● **Task goal**
Each line of the data must be given back verbatim, with pictures removed.

● **Supplied entries**

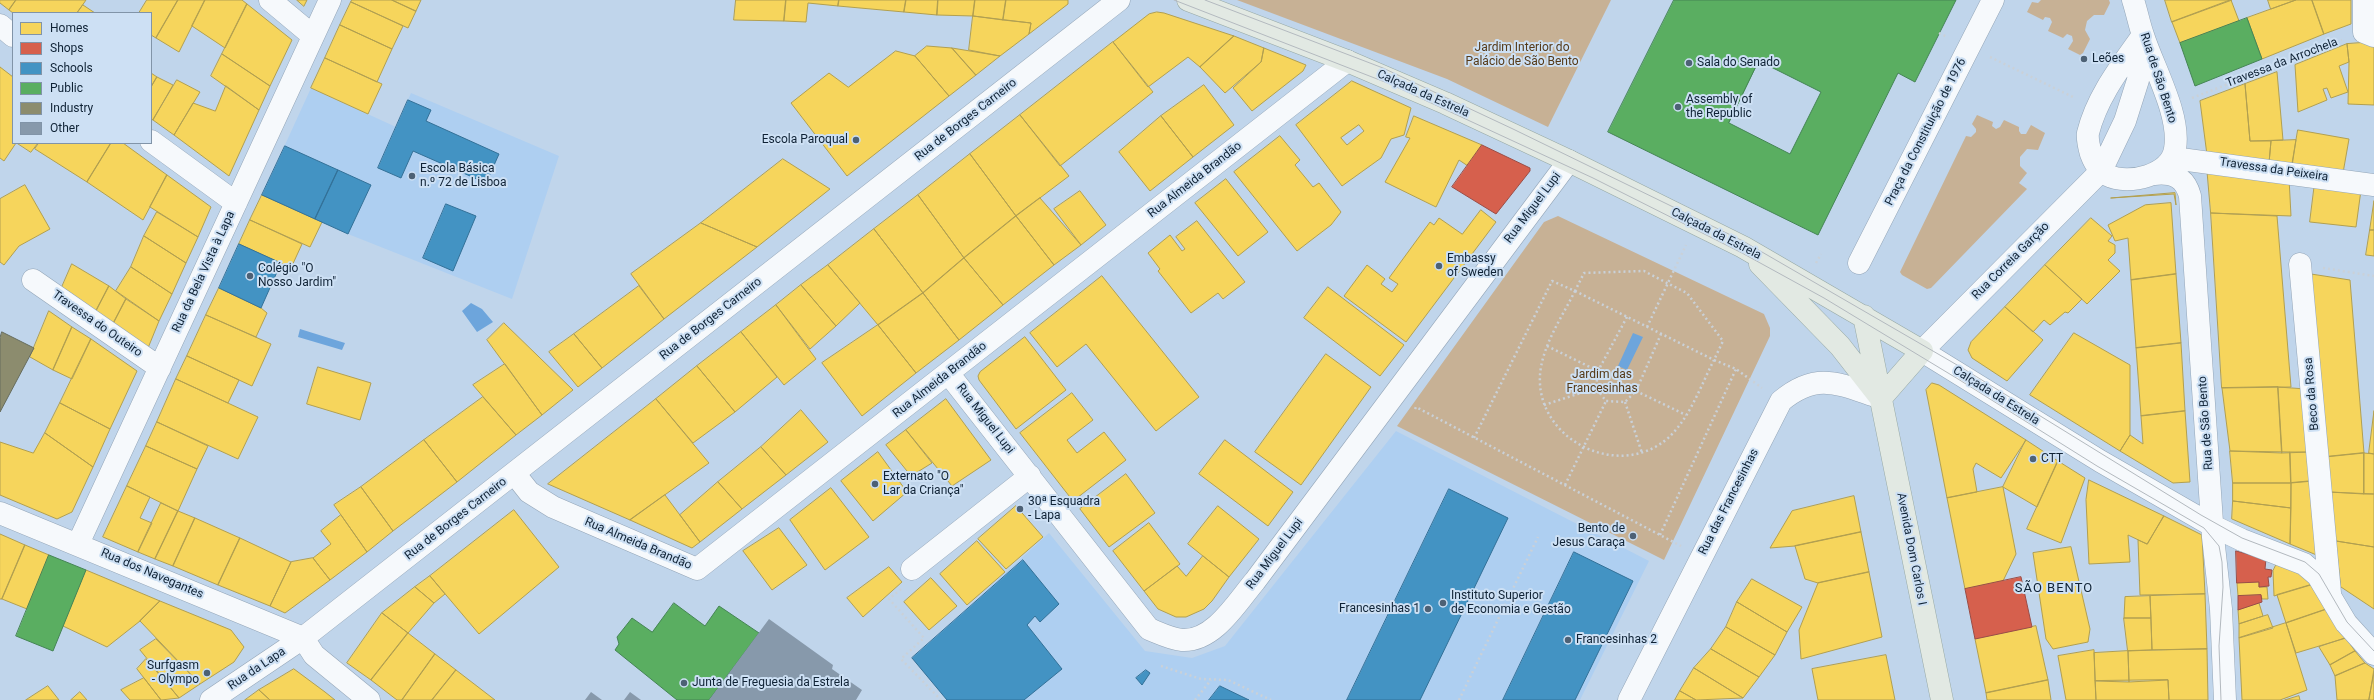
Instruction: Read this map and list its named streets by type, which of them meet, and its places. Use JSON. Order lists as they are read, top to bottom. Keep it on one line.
{"streets":{"main road":["Calçada da Estrela","Avenida Dom Carlos I"],"street":["Rua de São Bento","Rua de Borges Carneiro","Praça da Constituição de 1976","Travessa da Peixeira","Rua Almeida Brandão","Rua Miguel Lupi","Rua Correia Garção","Rua da Bela Vista à Lapa","Travessa do Outeiro","Beco da Rosa","Rua das Francesinhas","Rua dos Navegantes","Rua da Lapa"],"path":["Travessa da Arrochela"]},"crossings":[["Rua de São Bento","Calçada da Estrela"],["Rua de São Bento","Travessa da Peixeira"],["Rua de São Bento","Rua Correia Garção"],["Calçada da Estrela","Rua Almeida Brandão"],["Calçada da Estrela","Rua Miguel Lupi"],["Calçada da Estrela","Rua Correia Garção"],["Calçada da Estrela","Beco da Rosa"],["Calçada da Estrela","Avenida Dom Carlos I"],["Rua de Borges Carneiro","Rua Almeida Brandão"],["Rua de Borges Carneiro","Rua dos Navegantes"],["Rua de Borges Carneiro","Rua da Lapa"],["Rua Almeida Brandão","Rua Miguel Lupi"],["Rua da Bela Vista à Lapa","Travessa do Outeiro"],["Rua da Bela Vista à Lapa","Rua dos Navegantes"],["Rua das Francesinhas","Avenida Dom Carlos I"],["Rua dos Navegantes","Rua da Lapa"]],"districts":["SÃO BENTO"],"parks":["Jardim Interior do Palácio de São Bento","Jardim das Francesinhas"],"places":["Leões","Sala do Senado","Assembly of the Republic","Escola Paroqual","Escola Básica n.º 72 de Lisboa","Embassy of Sweden","Colégio \"O Nosso Jardim\"","CTT","Externato \"O Lar da Criança\"","30ª Esquadra - Lapa","Bento de Jesus Caraça","Instituto Superior de Economia e Gestão","Francesinhas 1","Francesinhas 2","Surfgasm - Olympo","Junta de Freguesia da Estrela"],"legend":["Homes","Shops","Schools","Public","Industry","Other"]}
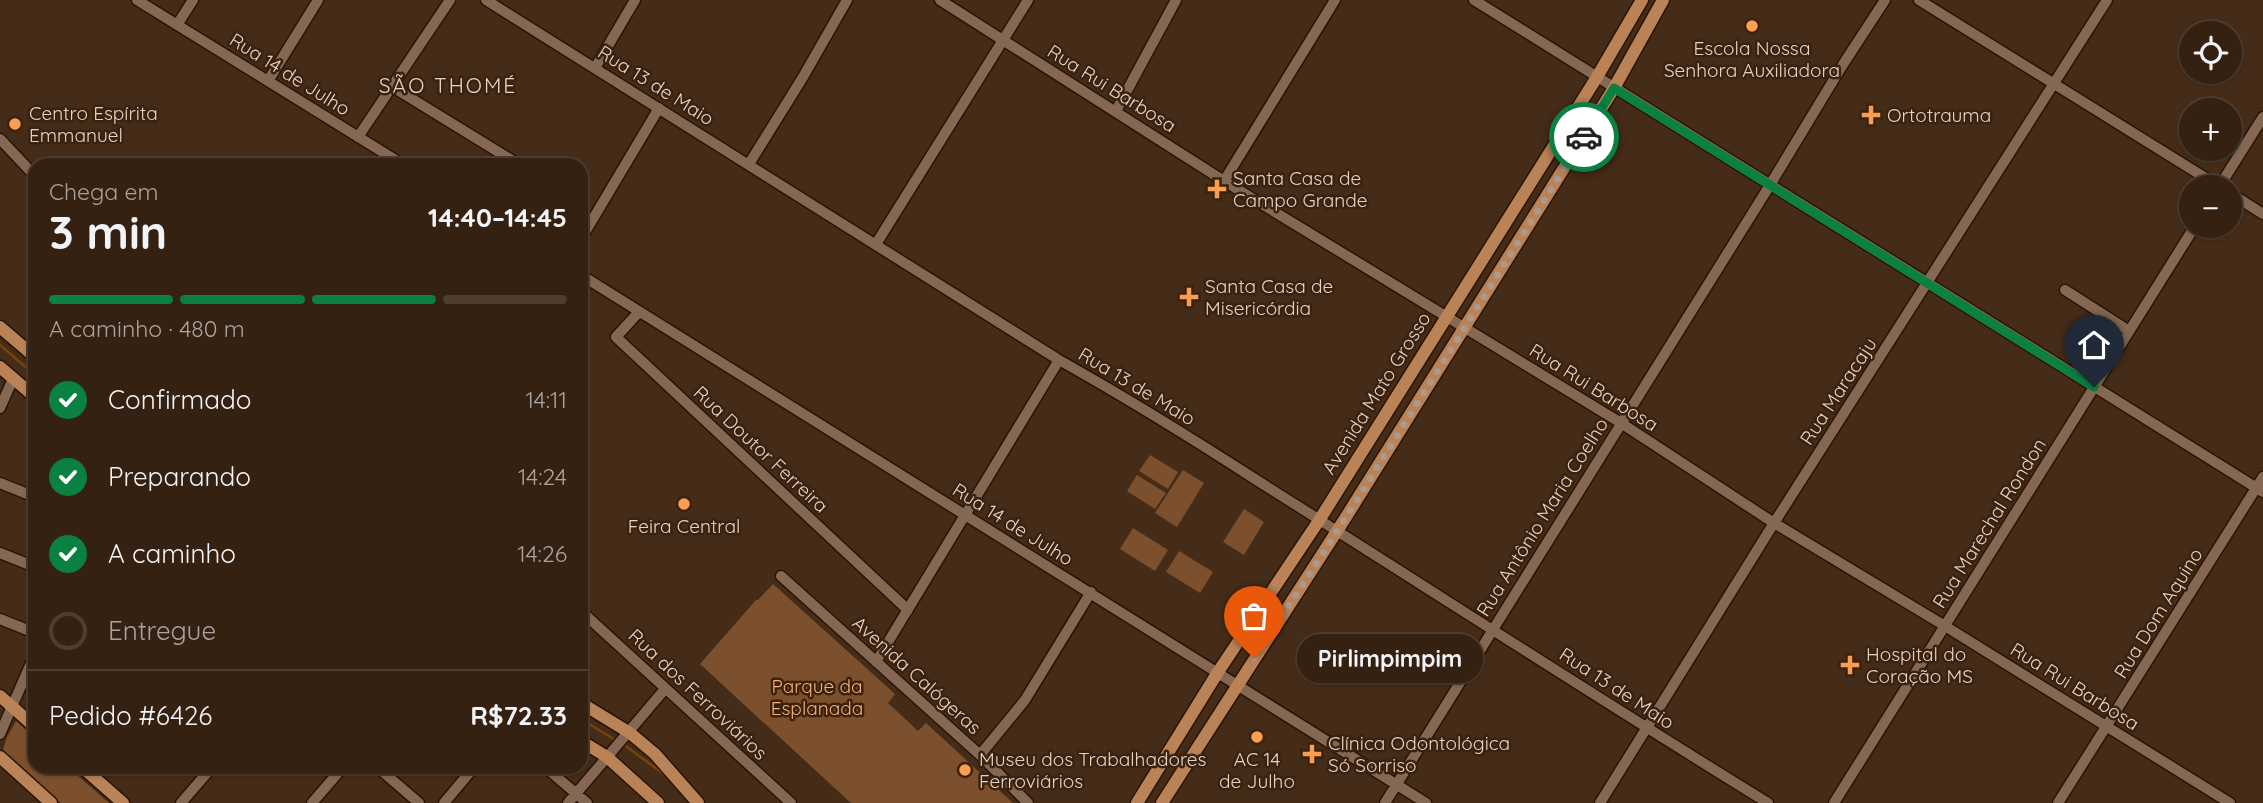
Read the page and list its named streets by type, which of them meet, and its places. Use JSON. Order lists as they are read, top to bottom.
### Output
{
  "streets": {
    "main road": ["Avenida Mato Grosso"],
    "street": [
      "Rua 14 de Julho",
      "Rua 13 de Maio",
      "Rua Rui Barbosa",
      "Rua Maracaju",
      "Rua Doutor Ferreira",
      "Rua Antônio Maria Coelho",
      "Rua Marechal Rondon",
      "Rua Dom Aquino",
      "Avenida Calógeras",
      "Rua dos Ferroviários"
    ]
  },
  "crossings": [
    ["Rua 14 de Julho", "Avenida Mato Grosso"],
    ["Rua 14 de Julho", "Rua Doutor Ferreira"],
    ["Rua 14 de Julho", "Rua Antônio Maria Coelho"],
    ["Rua 13 de Maio", "Rua Maracaju"],
    ["Rua 13 de Maio", "Avenida Mato Grosso"],
    ["Rua 13 de Maio", "Rua Antônio Maria Coelho"],
    ["Rua Rui Barbosa", "Rua Maracaju"],
    ["Rua Rui Barbosa", "Avenida Mato Grosso"],
    ["Rua Rui Barbosa", "Rua Antônio Maria Coelho"],
    ["Rua Rui Barbosa", "Rua Marechal Rondon"],
    ["Rua Rui Barbosa", "Rua Dom Aquino"]
  ],
  "districts": ["SÃO THOMÉ"],
  "parks": ["Parque da Esplanada"],
  "places": {
    "other": [
      "Escola Nossa Senhora Auxiliadora",
      "Centro Espírita Emmanuel",
      "Feira Central",
      "Pirlimpimpim",
      "AC 14 de Julho",
      "Museu dos Trabalhadores Ferroviários"
    ],
    "health": [
      "Ortotrauma",
      "Santa Casa de Campo Grande",
      "Santa Casa de Misericórdia",
      "Hospital do Coração MS",
      "Clínica Odontológica Só Sorriso"
    ]
  },
  "page": {
    "map_buttons": ["+", "−"],
    "heading": ["3 min", "Chega em", "14:40–14:45"],
    "panel": ["Pedido #6426", "R$72.33"],
    "bar": "A caminho · 480 m",
    "list": [
      ["Confirmado", "14:11"],
      ["Preparando", "14:24"],
      ["A caminho", "14:26"],
      "Entregue"
    ],
    "bubble": "Pirlimpimpim"
  }
}
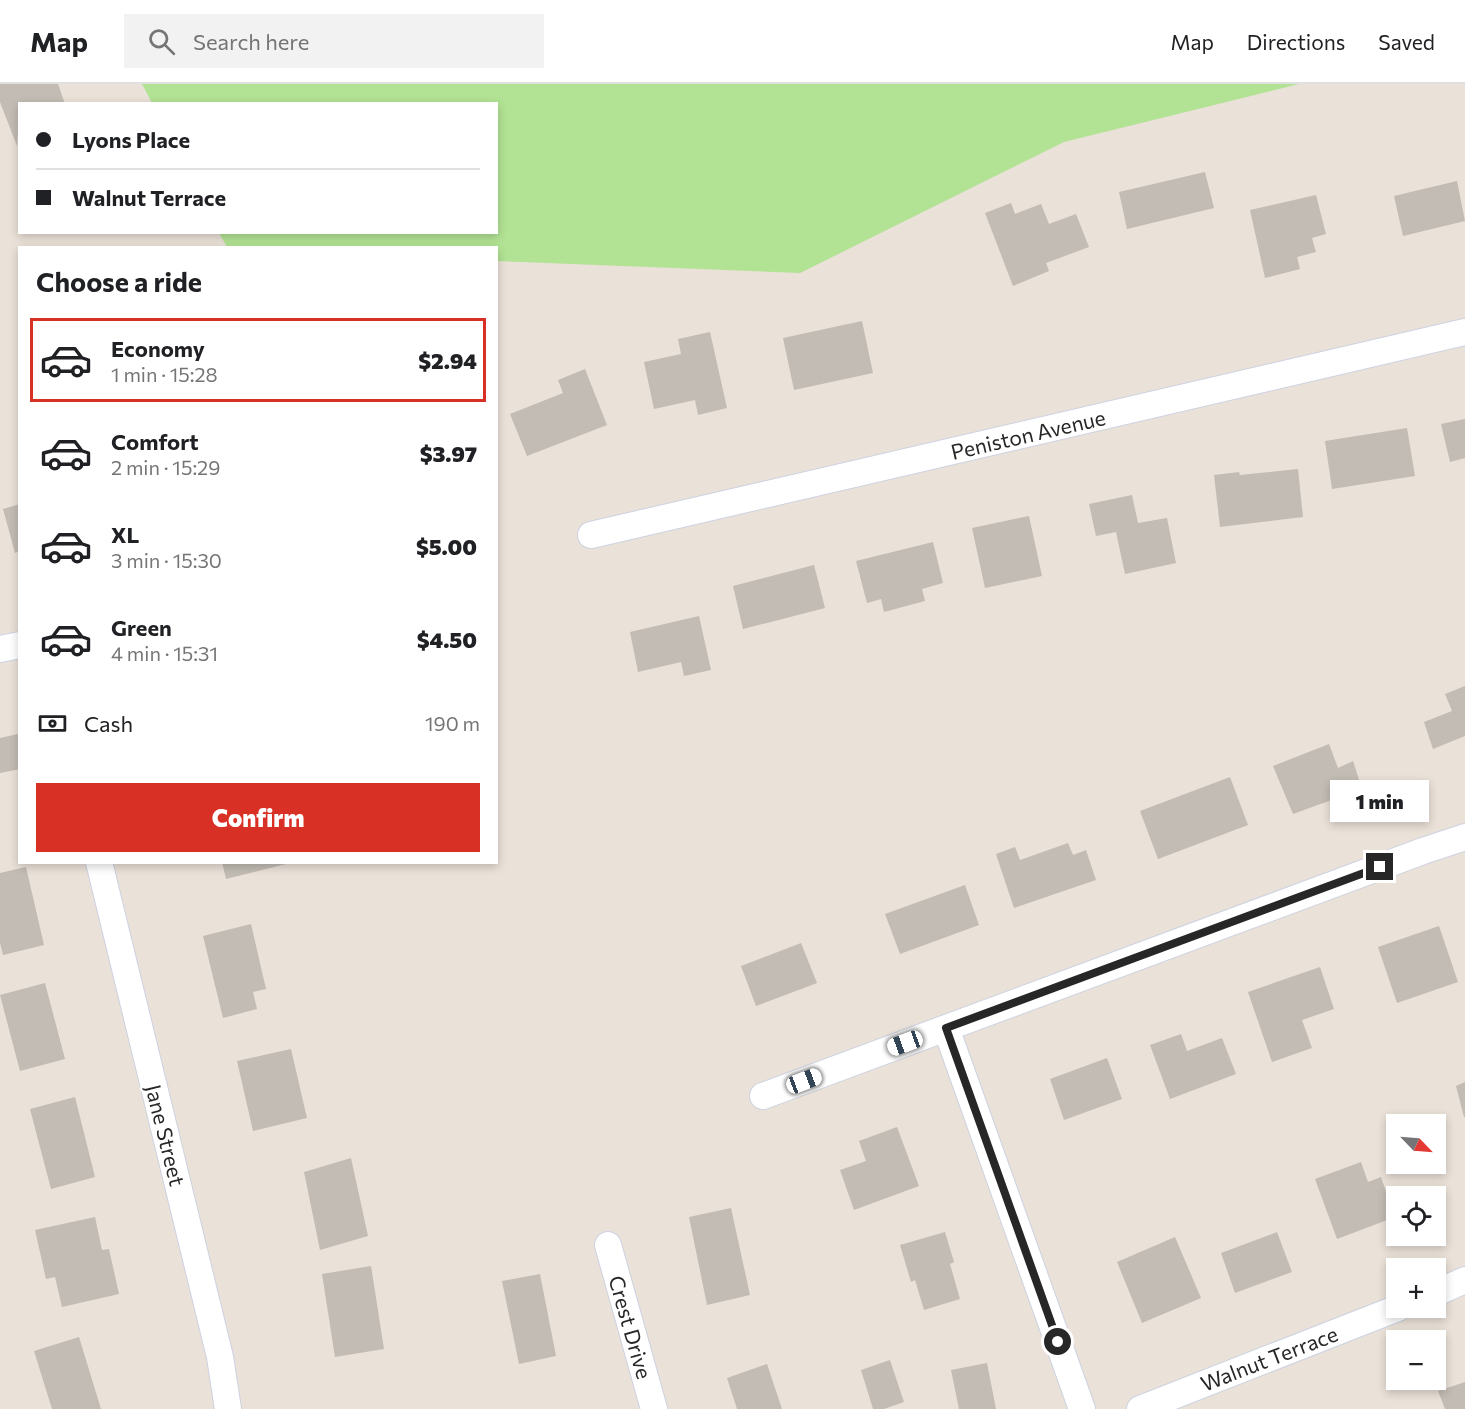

● **Task answer**
Instruction: Read this map and list its named streets by type, which of them meet, and its places. Use JSON. Order lists as they are read, top to bottom. Keep it on one line.
{"streets":{"main road":["Calçada da Estrela","Avenida Dom Carlos I"],"street":["Rua de São Bento","Rua de Borges Carneiro","Praça da Constituição de 1976","Travessa da Peixeira","Rua Almeida Brandão","Rua Miguel Lupi","Rua Correia Garção","Rua da Bela Vista à Lapa","Travessa do Outeiro","Beco da Rosa","Rua das Francesinhas","Rua dos Navegantes","Rua da Lapa"],"path":["Travessa da Arrochela"]},"crossings":[["Rua de São Bento","Calçada da Estrela"],["Rua de São Bento","Travessa da Peixeira"],["Rua de São Bento","Rua Correia Garção"],["Calçada da Estrela","Rua Almeida Brandão"],["Calçada da Estrela","Rua Miguel Lupi"],["Calçada da Estrela","Rua Correia Garção"],["Calçada da Estrela","Beco da Rosa"],["Calçada da Estrela","Avenida Dom Carlos I"],["Rua de Borges Carneiro","Rua Almeida Brandão"],["Rua de Borges Carneiro","Rua dos Navegantes"],["Rua de Borges Carneiro","Rua da Lapa"],["Rua Almeida Brandão","Rua Miguel Lupi"],["Rua da Bela Vista à Lapa","Travessa do Outeiro"],["Rua da Bela Vista à Lapa","Rua dos Navegantes"],["Rua das Francesinhas","Avenida Dom Carlos I"],["Rua dos Navegantes","Rua da Lapa"]],"districts":["SÃO BENTO"],"parks":["Jardim Interior do Palácio de São Bento","Jardim das Francesinhas"],"places":["Leões","Sala do Senado","Assembly of the Republic","Escola Paroqual","Escola Básica n.º 72 de Lisboa","Embassy of Sweden","Colégio \"O Nosso Jardim\"","CTT","Externato \"O Lar da Criança\"","30ª Esquadra - Lapa","Bento de Jesus Caraça","Instituto Superior de Economia e Gestão","Francesinhas 1","Francesinhas 2","Surfgasm - Olympo","Junta de Freguesia da Estrela"],"legend":["Homes","Shops","Schools","Public","Industry","Other"]}
Read the page and list its named streets by type, which of them meet, and its places. Use JSON. Order lists as they are read, top to bottom.
### Output
{
  "streets": {
    "main road": ["Avenida Mato Grosso"],
    "street": [
      "Rua 14 de Julho",
      "Rua 13 de Maio",
      "Rua Rui Barbosa",
      "Rua Maracaju",
      "Rua Doutor Ferreira",
      "Rua Antônio Maria Coelho",
      "Rua Marechal Rondon",
      "Rua Dom Aquino",
      "Avenida Calógeras",
      "Rua dos Ferroviários"
    ]
  },
  "crossings": [
    ["Rua 14 de Julho", "Avenida Mato Grosso"],
    ["Rua 14 de Julho", "Rua Doutor Ferreira"],
    ["Rua 14 de Julho", "Rua Antônio Maria Coelho"],
    ["Rua 13 de Maio", "Rua Maracaju"],
    ["Rua 13 de Maio", "Avenida Mato Grosso"],
    ["Rua 13 de Maio", "Rua Antônio Maria Coelho"],
    ["Rua Rui Barbosa", "Rua Maracaju"],
    ["Rua Rui Barbosa", "Avenida Mato Grosso"],
    ["Rua Rui Barbosa", "Rua Antônio Maria Coelho"],
    ["Rua Rui Barbosa", "Rua Marechal Rondon"],
    ["Rua Rui Barbosa", "Rua Dom Aquino"]
  ],
  "districts": ["SÃO THOMÉ"],
  "parks": ["Parque da Esplanada"],
  "places": {
    "other": [
      "Escola Nossa Senhora Auxiliadora",
      "Centro Espírita Emmanuel",
      "Feira Central",
      "Pirlimpimpim",
      "AC 14 de Julho",
      "Museu dos Trabalhadores Ferroviários"
    ],
    "health": [
      "Ortotrauma",
      "Santa Casa de Campo Grande",
      "Santa Casa de Misericórdia",
      "Hospital do Coração MS",
      "Clínica Odontológica Só Sorriso"
    ]
  },
  "page": {
    "map_buttons": ["+", "−"],
    "heading": ["3 min", "Chega em", "14:40–14:45"],
    "panel": ["Pedido #6426", "R$72.33"],
    "bar": "A caminho · 480 m",
    "list": [
      ["Confirmado", "14:11"],
      ["Preparando", "14:24"],
      ["A caminho", "14:26"],
      "Entregue"
    ],
    "bubble": "Pirlimpimpim"
  }
}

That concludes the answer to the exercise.